The progress of the cavalcade had faded westward. With the promise of nightfall, the wind sighed to a halt.

  A jingle of harness out of the east rang brightly in warning.

  “Damn,” said the captain. They had all heard it. “As I feared.”

  “What are we to do, Captain?” asked the young man, looking exceedingly nervous but also determined and angry. “If they catch us …”

  “Who follows you?” Alain asked.

  “Lady Sabella’s soldiers,” said the captain.

  “If I can turn them back,” said Alain, “will you take me to Biscop Constance? I ask only to speak with her briefly. Then I’ll be on my way.”

  “Turn them back!” scoffed the young man.

  “Hush, Erkanwulf! We must get the biscop to Lavas Holding. You ride and alert the rest. Form up with all soldiers to the rear and flanks, out into the forest. I’ll stay here.”

  “No, Captain. Begging your pardon, Captain. It’s you they need, more than me. I can wait behind and catch up. If I don’t come, it’s because I’m dead.”

  The captain considered. He was a thoughtful man, Alain saw, one who was neither too eager nor too cautious; a good commander. His features triggered an old memory, but if he’d seen this man at Gent, and he surely had done so, it was in passing. Many men rode in the war parties of other nobles. A lord might note faces and go on, not marking them because he had no authority over them.

  With regret, the captain nodded. “So be it.” He turned his measuring gaze on Alain. “If Erkanwulf brings me news that the ones who follow us turned back, then I’ll see you have an audience with the holy biscop.”
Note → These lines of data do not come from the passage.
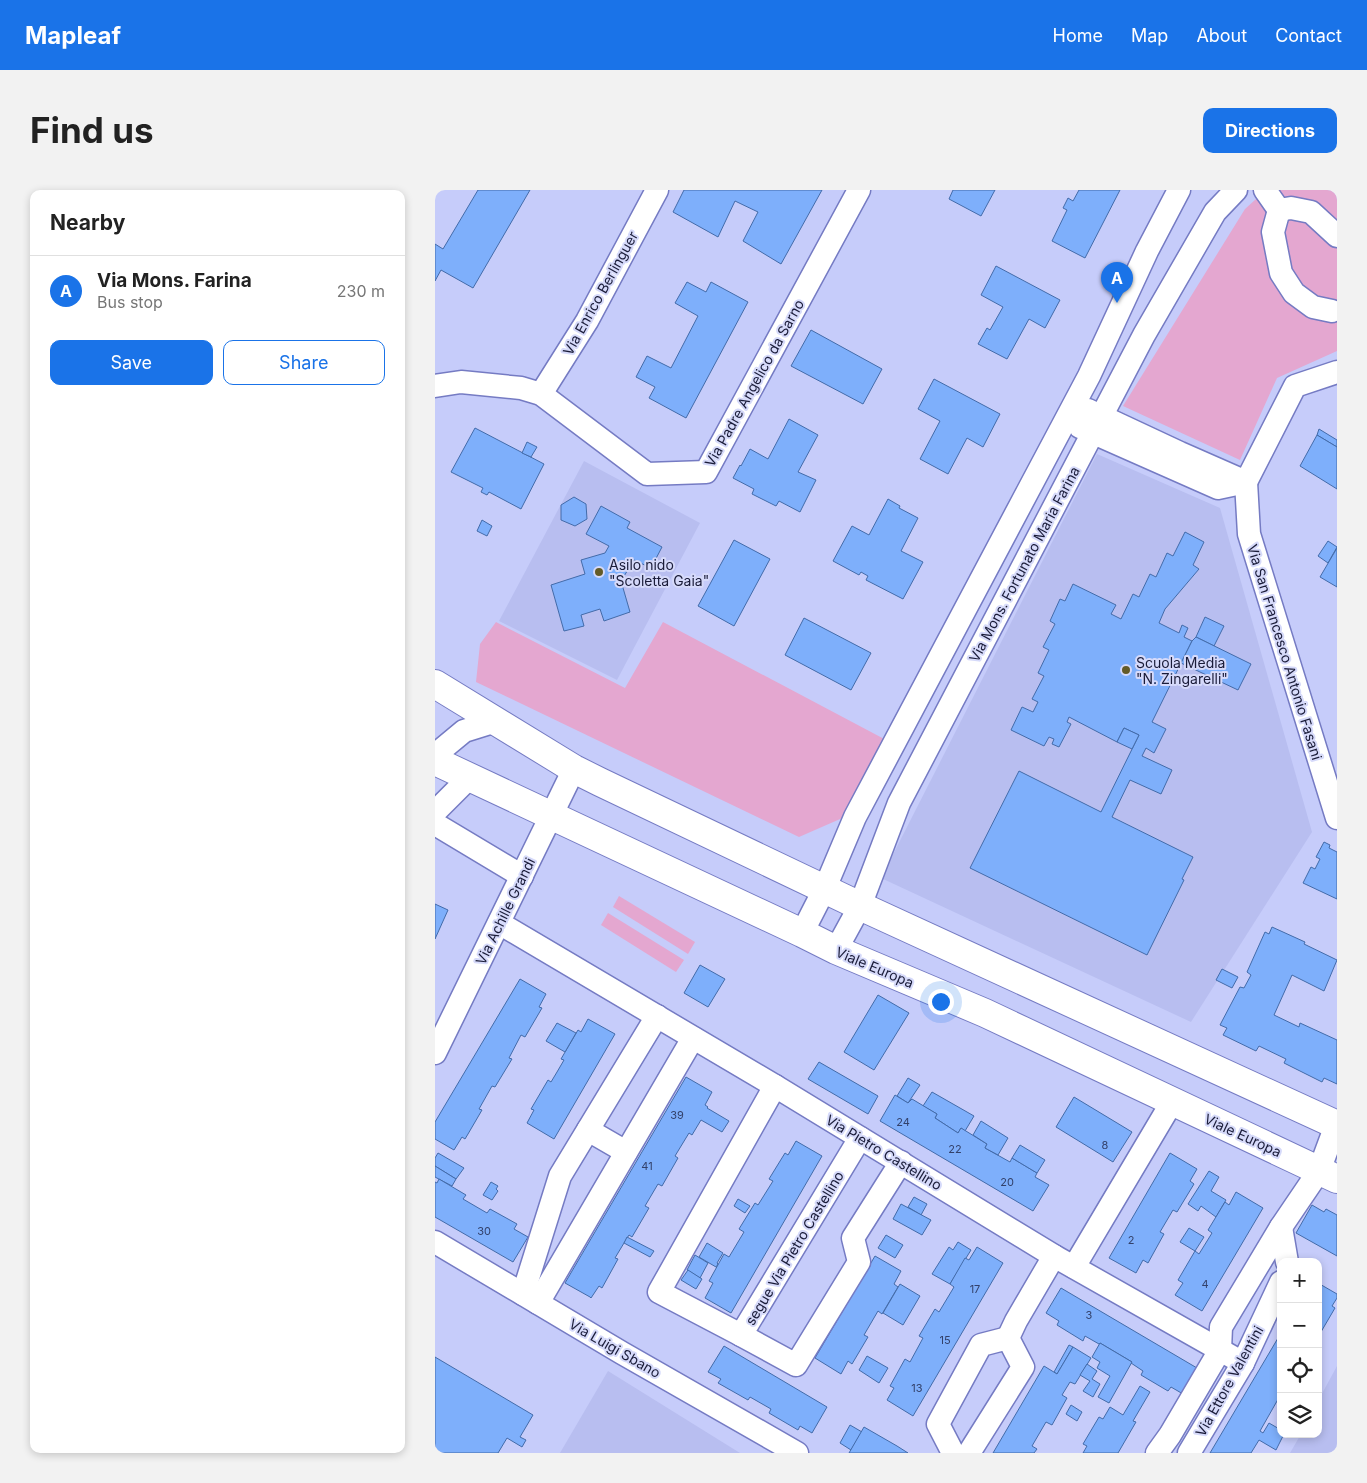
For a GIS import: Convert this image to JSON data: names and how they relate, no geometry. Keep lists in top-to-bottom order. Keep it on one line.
{"streets":{"street":["Via Enrico Berlinguer","Via Padre Angelico da Sarno","Via Mons. Fortunato Maria Farina","Via San Francesco Antonio Fasani","Via Achille Grandi","Viale Europa","Via Pietro Castellino","segue Via Pietro Castellino","Via Luigi Sbano","Via Ettore Valentini"]},"crossings":[["Via Enrico Berlinguer","Via Padre Angelico da Sarno"],["Via Mons. Fortunato Maria Farina","Viale Europa"],["Via Achille Grandi","Viale Europa"],["Via Achille Grandi","Via Pietro Castellino"],["Viale Europa","Via Ettore Valentini"],["Via Pietro Castellino","segue Via Pietro Castellino"],["Via Pietro Castellino","Via Ettore Valentini"]],"places":["Asilo nido \"Scoletta Gaia\"","Scuola Media \"N. Zingarelli\""],"house_numbers":["39","24","8","22","41","20","30","2","4","17","3","15","13"],"page":{"header":"Mapleaf","nav":["Home","Map","About","Contact"],"buttons":["Directions",["Save","Share"]],"title":"Find us","heading":"Nearby","list":[{"mark":"A","name":"Via Mons. Farina","note":"Bus stop","value":"230 m"}],"pins":"A","map_buttons":["+","−"]}}
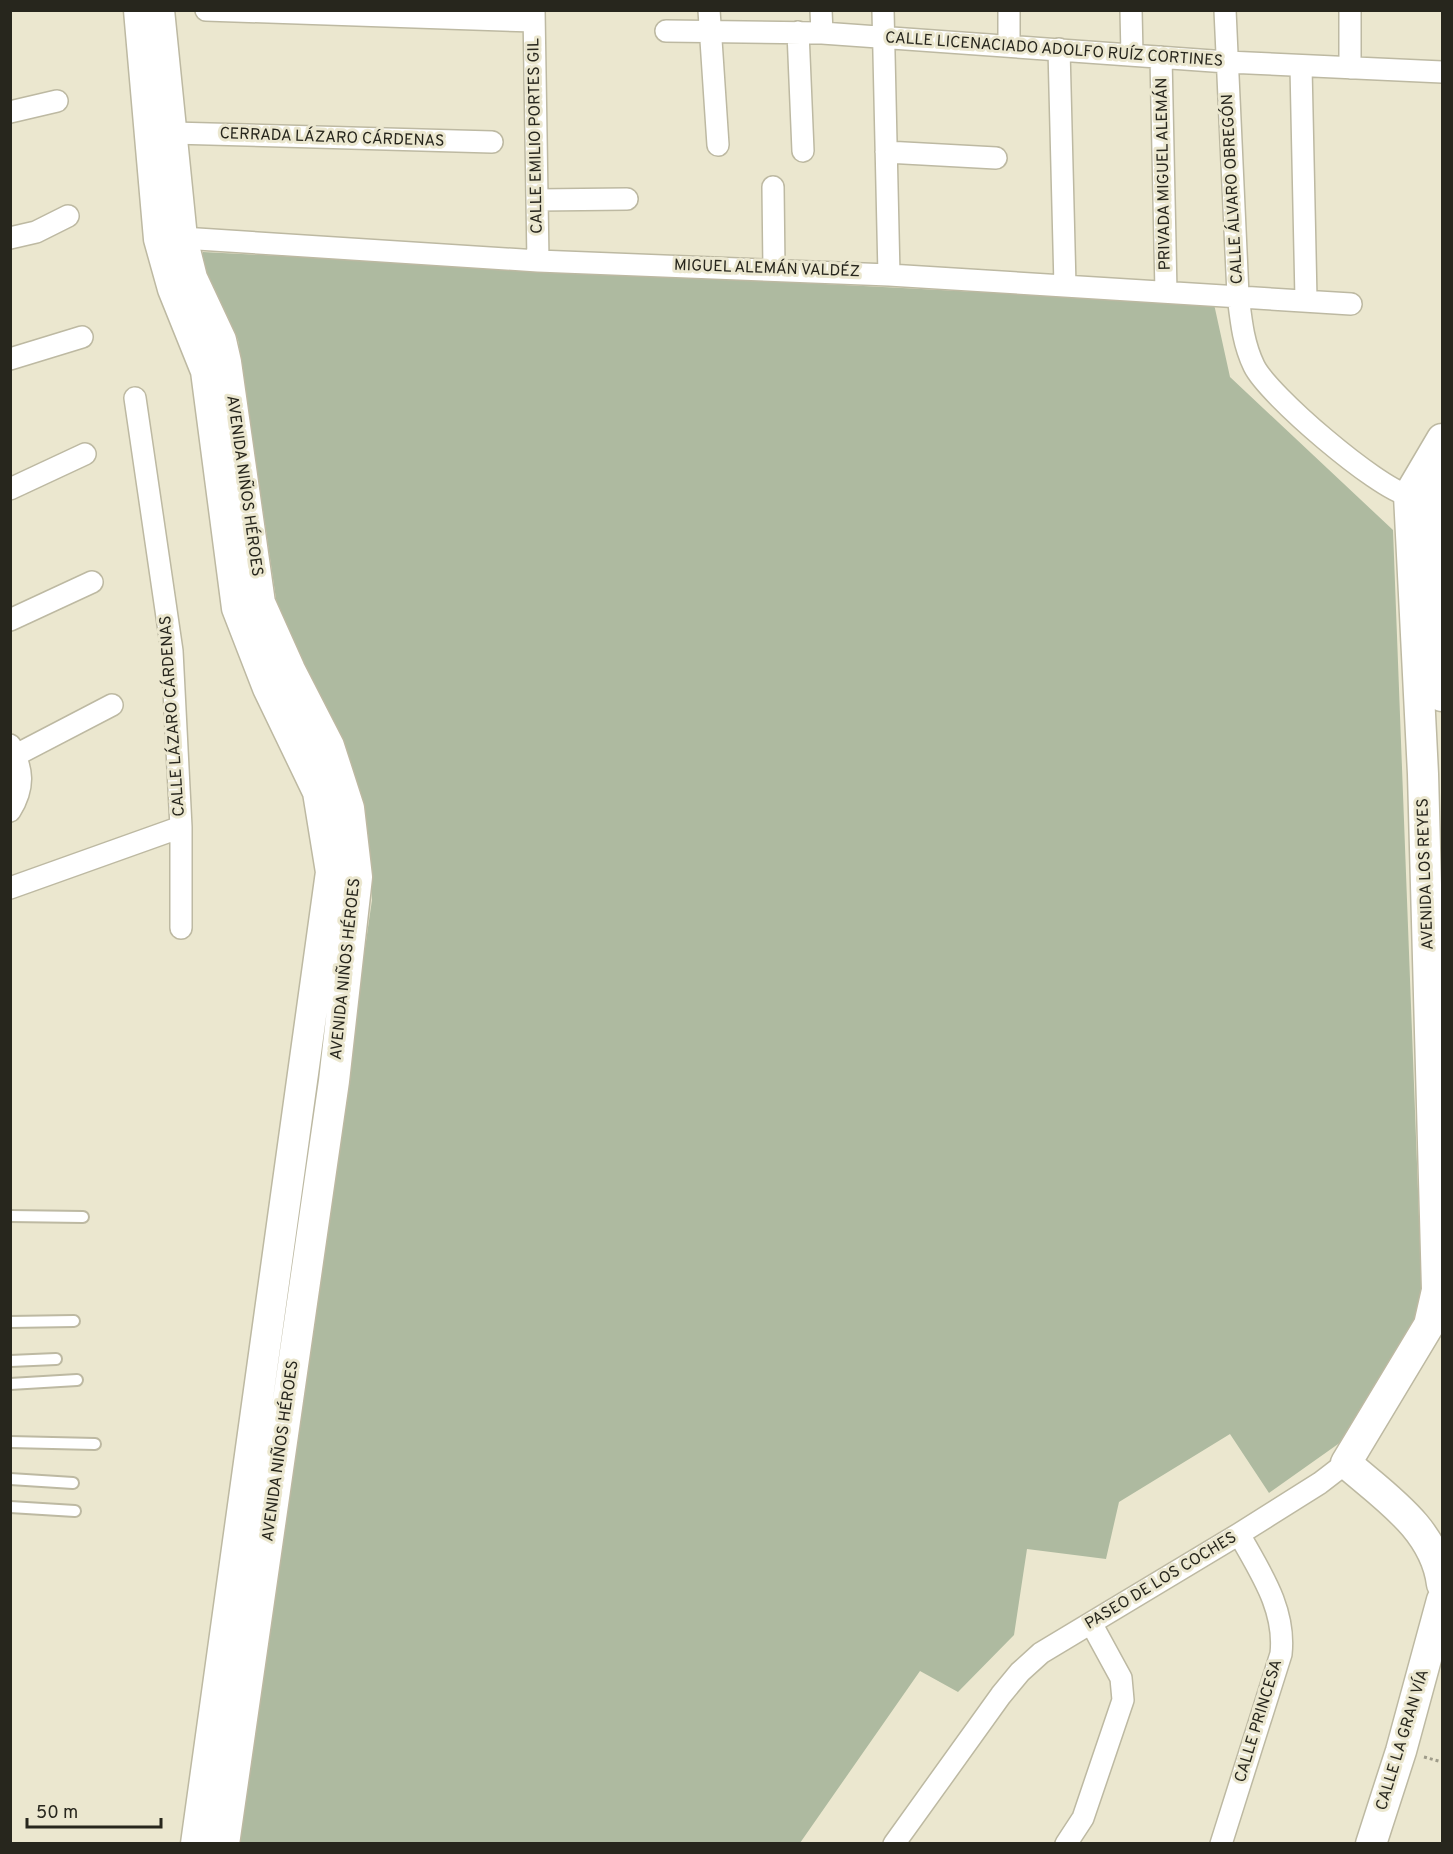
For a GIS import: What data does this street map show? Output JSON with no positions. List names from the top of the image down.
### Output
{
  "streets": {
    "main road": [
      "AVENIDA NIÑOS HÉROES",
      "AVENIDA LOS REYES",
      "PASEO DE LOS COCHES",
      "CALLE LA GRAN VÍA"
    ],
    "street": [
      "CALLE LICENACIADO ADOLFO RUÍZ CORTINES",
      "CALLE EMILIO PORTES GIL",
      "CERRADA LÁZARO CÁRDENAS",
      "PRIVADA MIGUEL ALEMÁN",
      "CALLE ÁLVARO OBREGÓN",
      "MIGUEL ALEMÁN VALDÉZ",
      "CALLE LÁZARO CÁRDENAS",
      "CALLE PRINCESA"
    ]
  },
  "crossings": [
    ["CALLE LICENACIADO ADOLFO RUÍZ CORTINES", "PRIVADA MIGUEL ALEMÁN"],
    ["CALLE LICENACIADO ADOLFO RUÍZ CORTINES", "CALLE ÁLVARO OBREGÓN"],
    ["CALLE EMILIO PORTES GIL", "MIGUEL ALEMÁN VALDÉZ"],
    ["CERRADA LÁZARO CÁRDENAS", "AVENIDA NIÑOS HÉROES"],
    ["PRIVADA MIGUEL ALEMÁN", "MIGUEL ALEMÁN VALDÉZ"],
    ["CALLE ÁLVARO OBREGÓN", "MIGUEL ALEMÁN VALDÉZ"],
    ["MIGUEL ALEMÁN VALDÉZ", "AVENIDA NIÑOS HÉROES"],
    ["AVENIDA LOS REYES", "PASEO DE LOS COCHES"],
    ["PASEO DE LOS COCHES", "CALLE PRINCESA"]
  ],
  "scale_bar": "50 m"
}
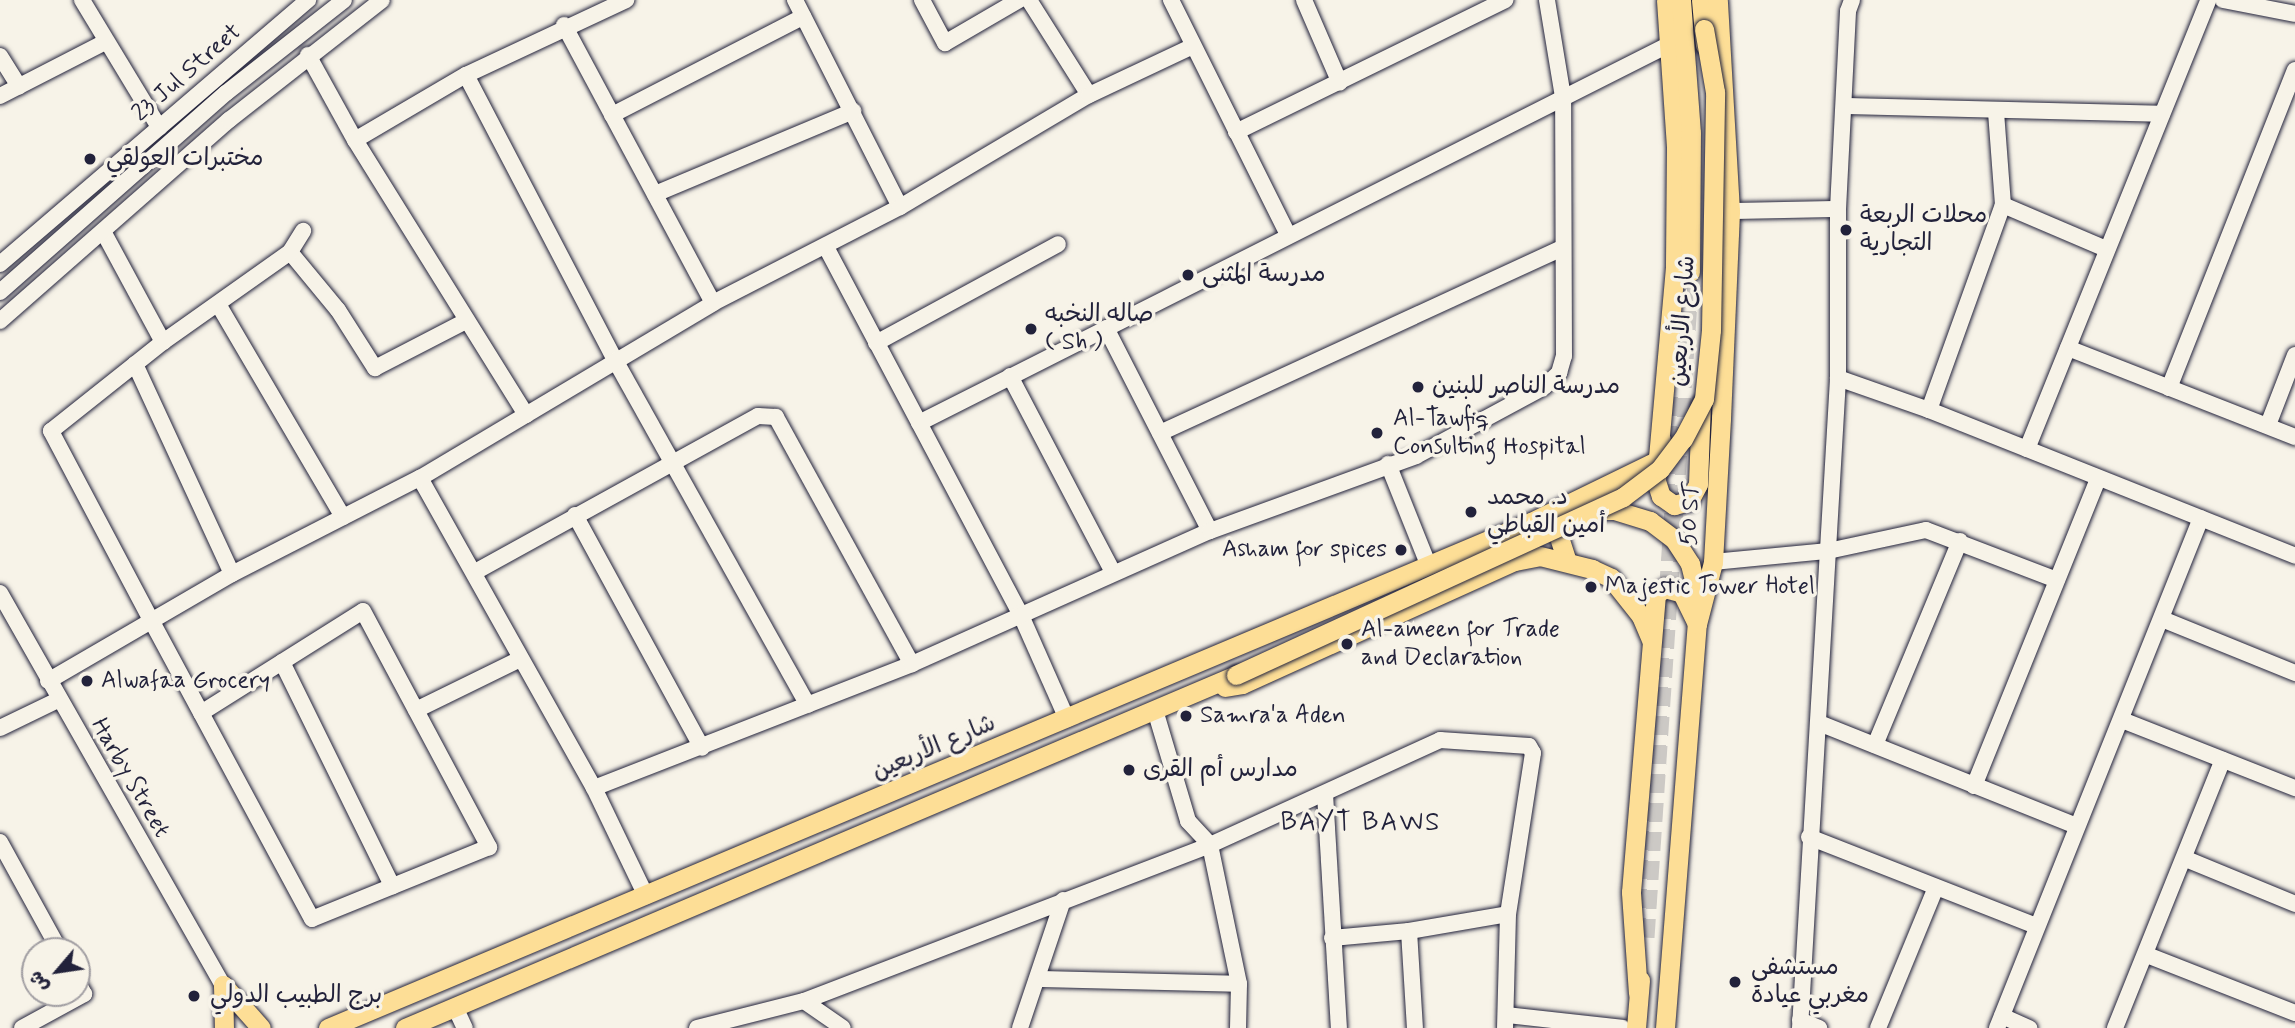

  He sheathed his sword, gave a hard look at Erkanwulf, and rode on. He looked back twice before vanishing around a bend in the road.

  “Best if I do this alone,” said Alain.

  “I’d rather die than betray my captain!”

  “If you take the horse down that path, you can tie him up and then watch without being seen.”

  “And without hearing! You might tell them anything, the disposition of our forces, our numbers, our destination if they haven’t guessed it already. You might be a spy in league with Lady Sabella.”